Input data:
# # # # # # #

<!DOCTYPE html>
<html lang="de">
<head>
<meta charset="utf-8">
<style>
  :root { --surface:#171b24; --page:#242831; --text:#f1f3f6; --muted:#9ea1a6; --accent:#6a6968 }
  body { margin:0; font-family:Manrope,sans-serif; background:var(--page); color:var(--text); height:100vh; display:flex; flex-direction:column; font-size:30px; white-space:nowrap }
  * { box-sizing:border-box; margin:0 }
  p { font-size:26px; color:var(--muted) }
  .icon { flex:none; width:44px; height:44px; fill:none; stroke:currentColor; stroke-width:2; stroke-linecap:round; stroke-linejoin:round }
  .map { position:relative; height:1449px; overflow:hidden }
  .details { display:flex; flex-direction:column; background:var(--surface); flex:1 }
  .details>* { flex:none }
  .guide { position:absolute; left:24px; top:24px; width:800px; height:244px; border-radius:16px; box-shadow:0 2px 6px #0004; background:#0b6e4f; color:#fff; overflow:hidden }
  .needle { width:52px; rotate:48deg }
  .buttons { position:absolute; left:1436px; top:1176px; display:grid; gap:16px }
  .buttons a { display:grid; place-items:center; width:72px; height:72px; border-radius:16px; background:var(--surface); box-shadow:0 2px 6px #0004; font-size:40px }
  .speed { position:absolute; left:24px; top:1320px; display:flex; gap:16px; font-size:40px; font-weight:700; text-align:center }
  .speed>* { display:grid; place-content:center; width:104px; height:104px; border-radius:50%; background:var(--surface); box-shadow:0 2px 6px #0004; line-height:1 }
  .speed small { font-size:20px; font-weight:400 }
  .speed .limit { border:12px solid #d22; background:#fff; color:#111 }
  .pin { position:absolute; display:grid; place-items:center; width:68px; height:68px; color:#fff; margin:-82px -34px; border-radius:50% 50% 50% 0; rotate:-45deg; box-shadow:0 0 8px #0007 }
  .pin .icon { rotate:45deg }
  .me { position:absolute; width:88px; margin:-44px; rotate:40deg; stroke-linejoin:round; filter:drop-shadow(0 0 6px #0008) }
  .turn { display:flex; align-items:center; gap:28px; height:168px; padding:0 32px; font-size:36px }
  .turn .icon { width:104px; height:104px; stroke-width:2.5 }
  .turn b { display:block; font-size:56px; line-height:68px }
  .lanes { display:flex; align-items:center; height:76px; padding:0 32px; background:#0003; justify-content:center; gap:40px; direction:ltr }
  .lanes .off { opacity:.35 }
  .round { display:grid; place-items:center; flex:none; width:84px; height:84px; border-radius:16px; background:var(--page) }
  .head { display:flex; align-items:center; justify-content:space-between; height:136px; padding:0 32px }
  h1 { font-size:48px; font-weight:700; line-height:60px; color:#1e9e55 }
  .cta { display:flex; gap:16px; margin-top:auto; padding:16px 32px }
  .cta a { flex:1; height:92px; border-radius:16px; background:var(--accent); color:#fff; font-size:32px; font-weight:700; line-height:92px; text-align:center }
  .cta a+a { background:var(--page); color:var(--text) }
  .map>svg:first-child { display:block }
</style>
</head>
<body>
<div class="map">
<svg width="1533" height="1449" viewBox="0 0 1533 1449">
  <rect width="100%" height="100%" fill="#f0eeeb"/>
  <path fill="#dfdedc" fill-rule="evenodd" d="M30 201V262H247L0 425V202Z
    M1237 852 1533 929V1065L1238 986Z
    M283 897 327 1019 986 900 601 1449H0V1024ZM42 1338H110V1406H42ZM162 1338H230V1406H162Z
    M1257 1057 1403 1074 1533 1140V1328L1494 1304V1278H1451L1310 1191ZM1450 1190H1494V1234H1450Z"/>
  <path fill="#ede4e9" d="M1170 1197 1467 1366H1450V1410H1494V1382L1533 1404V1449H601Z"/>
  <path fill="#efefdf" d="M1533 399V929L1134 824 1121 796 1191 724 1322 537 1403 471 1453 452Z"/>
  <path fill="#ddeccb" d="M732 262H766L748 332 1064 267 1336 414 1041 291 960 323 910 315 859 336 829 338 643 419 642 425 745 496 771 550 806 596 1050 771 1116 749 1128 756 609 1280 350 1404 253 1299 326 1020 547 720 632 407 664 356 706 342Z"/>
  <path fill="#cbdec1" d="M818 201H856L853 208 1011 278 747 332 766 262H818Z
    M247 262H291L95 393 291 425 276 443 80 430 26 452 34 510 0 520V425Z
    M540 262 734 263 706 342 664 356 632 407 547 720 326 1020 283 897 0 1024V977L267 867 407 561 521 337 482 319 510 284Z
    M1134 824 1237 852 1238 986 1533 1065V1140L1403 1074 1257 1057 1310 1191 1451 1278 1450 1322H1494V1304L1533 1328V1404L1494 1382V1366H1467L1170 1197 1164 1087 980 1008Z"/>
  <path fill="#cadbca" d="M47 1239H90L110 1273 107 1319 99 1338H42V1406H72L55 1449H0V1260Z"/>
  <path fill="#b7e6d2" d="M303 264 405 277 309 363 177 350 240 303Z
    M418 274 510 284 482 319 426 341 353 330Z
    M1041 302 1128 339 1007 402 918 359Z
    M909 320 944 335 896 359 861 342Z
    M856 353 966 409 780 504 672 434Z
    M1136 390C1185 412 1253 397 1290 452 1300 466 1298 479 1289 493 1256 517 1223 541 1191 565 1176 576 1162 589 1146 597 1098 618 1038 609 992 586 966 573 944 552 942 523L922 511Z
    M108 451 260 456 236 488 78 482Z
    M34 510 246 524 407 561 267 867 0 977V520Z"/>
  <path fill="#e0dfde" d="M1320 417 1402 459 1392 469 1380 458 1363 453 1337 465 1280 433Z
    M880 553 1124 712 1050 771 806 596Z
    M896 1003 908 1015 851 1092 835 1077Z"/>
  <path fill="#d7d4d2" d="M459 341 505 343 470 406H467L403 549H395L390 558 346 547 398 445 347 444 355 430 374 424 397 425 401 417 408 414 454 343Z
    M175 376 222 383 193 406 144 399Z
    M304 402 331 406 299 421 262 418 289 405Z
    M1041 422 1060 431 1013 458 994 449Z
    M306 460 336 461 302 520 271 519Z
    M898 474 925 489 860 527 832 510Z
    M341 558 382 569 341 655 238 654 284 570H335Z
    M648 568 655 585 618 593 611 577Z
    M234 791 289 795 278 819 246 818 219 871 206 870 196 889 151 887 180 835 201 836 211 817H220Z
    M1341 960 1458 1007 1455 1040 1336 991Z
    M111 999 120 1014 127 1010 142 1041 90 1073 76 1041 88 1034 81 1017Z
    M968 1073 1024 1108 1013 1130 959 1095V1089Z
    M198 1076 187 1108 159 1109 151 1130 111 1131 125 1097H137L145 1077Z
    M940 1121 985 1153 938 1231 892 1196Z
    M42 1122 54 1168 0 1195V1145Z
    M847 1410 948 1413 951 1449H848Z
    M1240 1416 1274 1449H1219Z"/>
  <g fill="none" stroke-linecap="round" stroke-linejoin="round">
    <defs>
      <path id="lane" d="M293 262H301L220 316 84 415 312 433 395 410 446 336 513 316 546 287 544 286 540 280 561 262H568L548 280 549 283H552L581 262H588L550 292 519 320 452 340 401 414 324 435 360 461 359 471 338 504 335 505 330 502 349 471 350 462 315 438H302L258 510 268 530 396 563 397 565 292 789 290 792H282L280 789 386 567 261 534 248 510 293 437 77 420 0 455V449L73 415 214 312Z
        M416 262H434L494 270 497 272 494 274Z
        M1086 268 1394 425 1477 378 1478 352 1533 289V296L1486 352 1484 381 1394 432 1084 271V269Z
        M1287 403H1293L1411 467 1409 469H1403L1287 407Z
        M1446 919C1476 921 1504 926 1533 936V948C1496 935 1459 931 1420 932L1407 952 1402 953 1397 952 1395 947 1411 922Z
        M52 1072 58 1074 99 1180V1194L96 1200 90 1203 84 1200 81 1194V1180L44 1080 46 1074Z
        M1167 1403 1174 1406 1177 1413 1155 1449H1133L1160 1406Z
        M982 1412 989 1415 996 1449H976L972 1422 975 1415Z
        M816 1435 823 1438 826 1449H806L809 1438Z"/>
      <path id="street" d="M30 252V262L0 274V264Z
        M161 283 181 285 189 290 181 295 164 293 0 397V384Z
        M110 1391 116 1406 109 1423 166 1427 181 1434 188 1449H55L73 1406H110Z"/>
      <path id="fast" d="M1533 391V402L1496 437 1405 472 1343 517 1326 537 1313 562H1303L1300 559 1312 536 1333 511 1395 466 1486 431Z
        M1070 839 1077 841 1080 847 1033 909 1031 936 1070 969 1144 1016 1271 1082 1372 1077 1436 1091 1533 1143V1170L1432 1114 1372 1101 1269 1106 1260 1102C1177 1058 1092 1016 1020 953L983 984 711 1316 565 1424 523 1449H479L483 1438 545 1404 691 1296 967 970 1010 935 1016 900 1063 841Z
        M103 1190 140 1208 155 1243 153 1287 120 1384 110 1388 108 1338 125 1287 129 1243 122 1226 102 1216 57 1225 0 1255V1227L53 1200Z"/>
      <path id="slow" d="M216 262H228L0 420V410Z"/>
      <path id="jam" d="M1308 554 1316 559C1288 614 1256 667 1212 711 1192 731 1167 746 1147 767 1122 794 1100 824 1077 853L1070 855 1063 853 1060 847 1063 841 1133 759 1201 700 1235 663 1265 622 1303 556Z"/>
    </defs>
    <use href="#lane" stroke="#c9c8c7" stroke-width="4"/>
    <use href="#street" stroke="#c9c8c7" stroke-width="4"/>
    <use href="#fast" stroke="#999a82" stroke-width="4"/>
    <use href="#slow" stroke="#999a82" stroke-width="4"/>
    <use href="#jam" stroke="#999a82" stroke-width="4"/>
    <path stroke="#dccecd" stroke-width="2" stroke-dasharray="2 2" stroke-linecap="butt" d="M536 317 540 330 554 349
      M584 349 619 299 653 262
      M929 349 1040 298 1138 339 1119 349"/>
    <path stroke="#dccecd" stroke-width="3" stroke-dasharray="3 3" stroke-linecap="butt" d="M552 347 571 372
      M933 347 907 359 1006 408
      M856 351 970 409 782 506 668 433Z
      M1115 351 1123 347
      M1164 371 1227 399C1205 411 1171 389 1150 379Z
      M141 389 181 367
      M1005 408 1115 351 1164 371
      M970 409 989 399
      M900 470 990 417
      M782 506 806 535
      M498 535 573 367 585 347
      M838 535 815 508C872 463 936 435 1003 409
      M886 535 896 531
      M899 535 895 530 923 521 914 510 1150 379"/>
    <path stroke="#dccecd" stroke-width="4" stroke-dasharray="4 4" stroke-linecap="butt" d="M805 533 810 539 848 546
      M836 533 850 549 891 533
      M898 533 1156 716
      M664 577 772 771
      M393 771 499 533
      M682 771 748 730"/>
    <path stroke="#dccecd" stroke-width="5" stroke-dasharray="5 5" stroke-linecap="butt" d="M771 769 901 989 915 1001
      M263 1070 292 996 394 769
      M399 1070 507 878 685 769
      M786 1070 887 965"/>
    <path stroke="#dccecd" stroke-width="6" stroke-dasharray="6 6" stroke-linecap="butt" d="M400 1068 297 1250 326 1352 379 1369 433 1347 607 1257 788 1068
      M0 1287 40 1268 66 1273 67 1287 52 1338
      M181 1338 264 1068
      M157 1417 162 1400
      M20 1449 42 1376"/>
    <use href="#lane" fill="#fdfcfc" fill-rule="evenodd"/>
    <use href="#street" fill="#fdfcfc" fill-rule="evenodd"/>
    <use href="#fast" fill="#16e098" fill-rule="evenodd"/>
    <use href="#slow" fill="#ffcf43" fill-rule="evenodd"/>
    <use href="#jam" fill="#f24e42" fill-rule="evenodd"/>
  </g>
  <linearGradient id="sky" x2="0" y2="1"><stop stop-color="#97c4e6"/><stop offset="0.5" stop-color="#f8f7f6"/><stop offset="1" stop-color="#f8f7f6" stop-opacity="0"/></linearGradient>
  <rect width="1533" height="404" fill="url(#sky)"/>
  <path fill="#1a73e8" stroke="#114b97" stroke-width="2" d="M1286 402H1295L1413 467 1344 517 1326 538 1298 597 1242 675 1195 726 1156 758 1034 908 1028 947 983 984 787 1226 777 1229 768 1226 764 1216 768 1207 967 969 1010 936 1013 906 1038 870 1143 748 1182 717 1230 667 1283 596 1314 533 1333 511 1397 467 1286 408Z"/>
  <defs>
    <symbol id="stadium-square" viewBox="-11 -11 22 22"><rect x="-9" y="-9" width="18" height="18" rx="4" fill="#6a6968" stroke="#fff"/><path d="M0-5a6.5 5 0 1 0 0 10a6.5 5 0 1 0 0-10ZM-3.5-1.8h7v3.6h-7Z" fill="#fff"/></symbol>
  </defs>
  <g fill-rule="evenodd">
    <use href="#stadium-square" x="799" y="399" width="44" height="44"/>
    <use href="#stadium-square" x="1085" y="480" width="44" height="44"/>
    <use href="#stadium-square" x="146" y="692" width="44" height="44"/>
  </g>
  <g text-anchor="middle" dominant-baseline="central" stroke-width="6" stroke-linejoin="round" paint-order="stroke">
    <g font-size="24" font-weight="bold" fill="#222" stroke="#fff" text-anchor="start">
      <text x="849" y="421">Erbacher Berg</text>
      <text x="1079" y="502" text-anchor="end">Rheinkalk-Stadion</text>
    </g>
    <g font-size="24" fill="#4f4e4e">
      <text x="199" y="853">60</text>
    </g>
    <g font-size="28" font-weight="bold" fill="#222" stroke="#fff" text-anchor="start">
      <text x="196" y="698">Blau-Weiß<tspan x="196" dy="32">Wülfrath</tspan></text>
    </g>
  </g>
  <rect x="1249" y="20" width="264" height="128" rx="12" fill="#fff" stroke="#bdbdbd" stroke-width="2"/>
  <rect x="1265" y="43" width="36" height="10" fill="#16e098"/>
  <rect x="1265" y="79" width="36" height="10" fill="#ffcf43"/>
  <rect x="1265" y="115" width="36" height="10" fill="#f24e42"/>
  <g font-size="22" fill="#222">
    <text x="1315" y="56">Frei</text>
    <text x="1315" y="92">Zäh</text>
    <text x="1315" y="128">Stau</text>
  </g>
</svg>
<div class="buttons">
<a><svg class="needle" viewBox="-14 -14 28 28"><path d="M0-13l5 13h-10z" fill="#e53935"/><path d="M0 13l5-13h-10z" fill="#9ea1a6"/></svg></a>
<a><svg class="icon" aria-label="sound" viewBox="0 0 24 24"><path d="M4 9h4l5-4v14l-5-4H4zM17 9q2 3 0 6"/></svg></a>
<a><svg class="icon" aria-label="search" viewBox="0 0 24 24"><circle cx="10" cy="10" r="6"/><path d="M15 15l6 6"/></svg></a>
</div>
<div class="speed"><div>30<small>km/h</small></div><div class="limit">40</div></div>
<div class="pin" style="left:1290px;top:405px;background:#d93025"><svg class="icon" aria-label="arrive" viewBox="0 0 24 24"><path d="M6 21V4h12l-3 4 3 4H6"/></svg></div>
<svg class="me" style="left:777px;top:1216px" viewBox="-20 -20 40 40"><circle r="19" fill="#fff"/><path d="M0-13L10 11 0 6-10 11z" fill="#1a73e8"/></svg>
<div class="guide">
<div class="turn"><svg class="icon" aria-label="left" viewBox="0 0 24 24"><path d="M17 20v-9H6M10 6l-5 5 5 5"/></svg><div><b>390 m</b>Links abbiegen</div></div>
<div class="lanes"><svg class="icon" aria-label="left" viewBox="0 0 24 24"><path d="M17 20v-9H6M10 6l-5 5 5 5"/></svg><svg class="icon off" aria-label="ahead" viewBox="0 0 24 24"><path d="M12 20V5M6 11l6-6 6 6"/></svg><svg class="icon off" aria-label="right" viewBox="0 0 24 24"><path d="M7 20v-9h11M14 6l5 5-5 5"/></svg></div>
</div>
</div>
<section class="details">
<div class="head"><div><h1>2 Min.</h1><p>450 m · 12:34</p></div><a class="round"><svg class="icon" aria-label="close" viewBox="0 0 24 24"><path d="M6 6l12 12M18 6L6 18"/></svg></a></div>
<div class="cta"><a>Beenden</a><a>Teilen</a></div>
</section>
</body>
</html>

# # # # # # #

Exercise requirements: What you return must be an exact retyping of the lines above starting at the line with "display:block; font-size:56px; line-height:68px" and ending at the line with "display:flex; gap:16px; margin-top:auto;", and nothing besides.

Result for this exercise:
  .turn b { display:block; font-size:56px; line-height:68px }
  .lanes { display:flex; align-items:center; height:76px; padding:0 32px; background:#0003; justify-content:center; gap:40px; direction:ltr }
  .lanes .off { opacity:.35 }
  .round { display:grid; place-items:center; flex:none; width:84px; height:84px; border-radius:16px; background:var(--page) }
  .head { display:flex; align-items:center; justify-content:space-between; height:136px; padding:0 32px }
  h1 { font-size:48px; font-weight:700; line-height:60px; color:#1e9e55 }
  .cta { display:flex; gap:16px; margin-top:auto; padding:16px 32px }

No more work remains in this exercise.